**Task brief**: In the records below, which lines include "nowrap"? Copy them.

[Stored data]

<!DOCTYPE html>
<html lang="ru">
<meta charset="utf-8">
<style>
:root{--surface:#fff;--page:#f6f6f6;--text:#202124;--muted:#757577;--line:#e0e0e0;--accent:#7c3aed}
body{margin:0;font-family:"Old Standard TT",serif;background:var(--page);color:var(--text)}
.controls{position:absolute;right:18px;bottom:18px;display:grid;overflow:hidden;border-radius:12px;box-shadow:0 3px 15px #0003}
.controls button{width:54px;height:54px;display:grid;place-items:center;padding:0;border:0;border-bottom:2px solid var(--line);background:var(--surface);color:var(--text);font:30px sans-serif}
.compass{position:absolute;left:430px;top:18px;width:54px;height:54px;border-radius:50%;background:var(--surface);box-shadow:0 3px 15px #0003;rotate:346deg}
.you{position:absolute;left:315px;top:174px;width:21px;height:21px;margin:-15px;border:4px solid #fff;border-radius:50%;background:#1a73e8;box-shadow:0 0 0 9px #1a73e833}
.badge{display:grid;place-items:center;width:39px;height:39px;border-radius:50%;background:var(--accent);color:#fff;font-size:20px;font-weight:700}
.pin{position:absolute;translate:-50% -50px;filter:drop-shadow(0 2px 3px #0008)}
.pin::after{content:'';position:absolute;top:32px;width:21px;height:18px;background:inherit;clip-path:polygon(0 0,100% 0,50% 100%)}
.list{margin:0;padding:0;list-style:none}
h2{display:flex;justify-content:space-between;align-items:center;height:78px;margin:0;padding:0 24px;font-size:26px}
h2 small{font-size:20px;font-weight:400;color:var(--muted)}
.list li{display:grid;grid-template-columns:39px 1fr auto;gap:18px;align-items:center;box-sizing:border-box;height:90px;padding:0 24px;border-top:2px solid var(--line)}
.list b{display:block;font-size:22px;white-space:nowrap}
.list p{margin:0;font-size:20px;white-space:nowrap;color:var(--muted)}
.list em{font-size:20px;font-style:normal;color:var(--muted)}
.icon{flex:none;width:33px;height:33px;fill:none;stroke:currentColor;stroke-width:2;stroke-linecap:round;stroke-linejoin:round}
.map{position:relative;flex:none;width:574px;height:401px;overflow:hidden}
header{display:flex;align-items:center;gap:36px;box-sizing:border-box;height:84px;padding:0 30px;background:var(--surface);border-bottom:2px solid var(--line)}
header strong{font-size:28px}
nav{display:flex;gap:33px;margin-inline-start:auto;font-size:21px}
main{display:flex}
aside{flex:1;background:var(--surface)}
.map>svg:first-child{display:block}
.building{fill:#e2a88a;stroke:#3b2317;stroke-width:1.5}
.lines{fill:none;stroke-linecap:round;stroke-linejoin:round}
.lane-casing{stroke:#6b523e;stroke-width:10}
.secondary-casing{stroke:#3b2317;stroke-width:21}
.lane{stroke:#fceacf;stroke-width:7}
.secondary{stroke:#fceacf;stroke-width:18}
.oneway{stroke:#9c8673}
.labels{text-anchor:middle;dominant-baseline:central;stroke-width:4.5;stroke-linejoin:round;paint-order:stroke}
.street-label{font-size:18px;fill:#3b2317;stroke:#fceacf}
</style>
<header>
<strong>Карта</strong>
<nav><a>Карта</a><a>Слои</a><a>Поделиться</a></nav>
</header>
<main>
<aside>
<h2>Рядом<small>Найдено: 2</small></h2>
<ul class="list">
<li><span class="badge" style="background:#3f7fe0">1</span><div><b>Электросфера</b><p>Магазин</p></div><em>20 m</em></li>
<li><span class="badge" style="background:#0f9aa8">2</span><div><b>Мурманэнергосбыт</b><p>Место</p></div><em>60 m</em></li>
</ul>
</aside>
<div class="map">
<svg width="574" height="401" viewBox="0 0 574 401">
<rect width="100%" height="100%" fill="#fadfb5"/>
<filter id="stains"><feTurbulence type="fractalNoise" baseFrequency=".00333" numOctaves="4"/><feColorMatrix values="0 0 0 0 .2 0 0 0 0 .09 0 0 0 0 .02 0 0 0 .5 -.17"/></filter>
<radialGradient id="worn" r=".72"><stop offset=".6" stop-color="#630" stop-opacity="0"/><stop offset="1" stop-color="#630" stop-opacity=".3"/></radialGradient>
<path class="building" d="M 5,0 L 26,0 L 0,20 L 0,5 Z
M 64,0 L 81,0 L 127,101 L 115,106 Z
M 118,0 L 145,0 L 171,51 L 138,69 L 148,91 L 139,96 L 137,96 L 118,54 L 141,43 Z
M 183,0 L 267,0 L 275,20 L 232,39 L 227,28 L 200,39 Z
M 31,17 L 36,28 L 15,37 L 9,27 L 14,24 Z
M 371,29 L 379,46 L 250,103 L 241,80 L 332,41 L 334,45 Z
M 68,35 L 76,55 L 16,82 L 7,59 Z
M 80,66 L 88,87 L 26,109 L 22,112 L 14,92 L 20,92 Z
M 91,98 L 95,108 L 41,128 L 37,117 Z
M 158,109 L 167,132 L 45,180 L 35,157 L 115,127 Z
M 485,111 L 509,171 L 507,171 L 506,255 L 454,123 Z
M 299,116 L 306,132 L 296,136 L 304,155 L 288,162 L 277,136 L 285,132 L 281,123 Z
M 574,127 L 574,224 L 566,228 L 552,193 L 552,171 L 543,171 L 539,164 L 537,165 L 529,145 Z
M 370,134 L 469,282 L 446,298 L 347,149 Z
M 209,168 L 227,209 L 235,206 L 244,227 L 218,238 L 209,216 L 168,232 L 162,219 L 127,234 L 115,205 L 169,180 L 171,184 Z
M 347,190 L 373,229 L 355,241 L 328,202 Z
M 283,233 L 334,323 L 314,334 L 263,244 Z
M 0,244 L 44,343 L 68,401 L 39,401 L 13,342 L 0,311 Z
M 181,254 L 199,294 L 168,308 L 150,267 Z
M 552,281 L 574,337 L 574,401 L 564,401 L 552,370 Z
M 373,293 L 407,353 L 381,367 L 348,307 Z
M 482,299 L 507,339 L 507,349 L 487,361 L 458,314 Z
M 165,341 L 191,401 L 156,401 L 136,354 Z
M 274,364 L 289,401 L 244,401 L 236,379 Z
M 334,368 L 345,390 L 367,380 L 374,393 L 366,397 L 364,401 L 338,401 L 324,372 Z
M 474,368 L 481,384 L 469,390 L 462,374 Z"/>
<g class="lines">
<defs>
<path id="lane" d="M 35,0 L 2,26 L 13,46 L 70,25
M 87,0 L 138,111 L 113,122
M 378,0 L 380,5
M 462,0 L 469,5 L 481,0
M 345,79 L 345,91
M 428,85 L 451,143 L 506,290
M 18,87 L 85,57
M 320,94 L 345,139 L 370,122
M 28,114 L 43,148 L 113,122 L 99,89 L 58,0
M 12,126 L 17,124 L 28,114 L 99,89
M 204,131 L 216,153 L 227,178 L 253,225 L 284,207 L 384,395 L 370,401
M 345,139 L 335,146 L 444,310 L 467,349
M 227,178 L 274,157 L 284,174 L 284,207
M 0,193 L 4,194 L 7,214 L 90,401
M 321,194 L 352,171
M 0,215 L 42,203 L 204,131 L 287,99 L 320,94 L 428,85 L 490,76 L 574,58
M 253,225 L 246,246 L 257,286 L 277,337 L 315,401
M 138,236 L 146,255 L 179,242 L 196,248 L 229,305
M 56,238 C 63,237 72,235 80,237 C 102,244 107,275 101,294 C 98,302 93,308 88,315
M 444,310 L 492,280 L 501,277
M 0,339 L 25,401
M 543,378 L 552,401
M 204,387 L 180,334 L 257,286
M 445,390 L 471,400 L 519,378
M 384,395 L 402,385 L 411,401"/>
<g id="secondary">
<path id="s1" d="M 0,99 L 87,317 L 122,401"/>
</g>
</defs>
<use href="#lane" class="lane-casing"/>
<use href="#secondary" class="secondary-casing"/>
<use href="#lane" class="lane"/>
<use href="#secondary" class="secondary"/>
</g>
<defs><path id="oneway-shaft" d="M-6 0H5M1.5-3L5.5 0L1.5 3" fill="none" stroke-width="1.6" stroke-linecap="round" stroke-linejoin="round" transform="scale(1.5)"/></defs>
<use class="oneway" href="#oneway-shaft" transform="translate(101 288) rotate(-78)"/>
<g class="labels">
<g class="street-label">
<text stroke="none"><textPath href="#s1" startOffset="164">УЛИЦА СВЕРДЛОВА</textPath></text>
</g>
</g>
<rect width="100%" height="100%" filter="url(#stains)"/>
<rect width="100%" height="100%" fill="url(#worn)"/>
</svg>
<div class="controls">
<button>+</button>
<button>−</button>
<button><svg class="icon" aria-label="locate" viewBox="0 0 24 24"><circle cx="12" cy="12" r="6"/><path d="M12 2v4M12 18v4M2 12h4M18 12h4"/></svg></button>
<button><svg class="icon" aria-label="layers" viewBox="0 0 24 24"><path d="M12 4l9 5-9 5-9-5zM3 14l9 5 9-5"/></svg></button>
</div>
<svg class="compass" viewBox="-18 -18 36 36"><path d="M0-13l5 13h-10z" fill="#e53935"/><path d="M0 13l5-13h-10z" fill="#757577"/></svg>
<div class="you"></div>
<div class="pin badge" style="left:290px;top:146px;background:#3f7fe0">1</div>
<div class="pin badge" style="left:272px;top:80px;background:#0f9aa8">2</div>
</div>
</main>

**Worked solution**:
.list b{display:block;font-size:22px;white-space:nowrap}
.list p{margin:0;font-size:20px;white-space:nowrap;color:var(--muted)}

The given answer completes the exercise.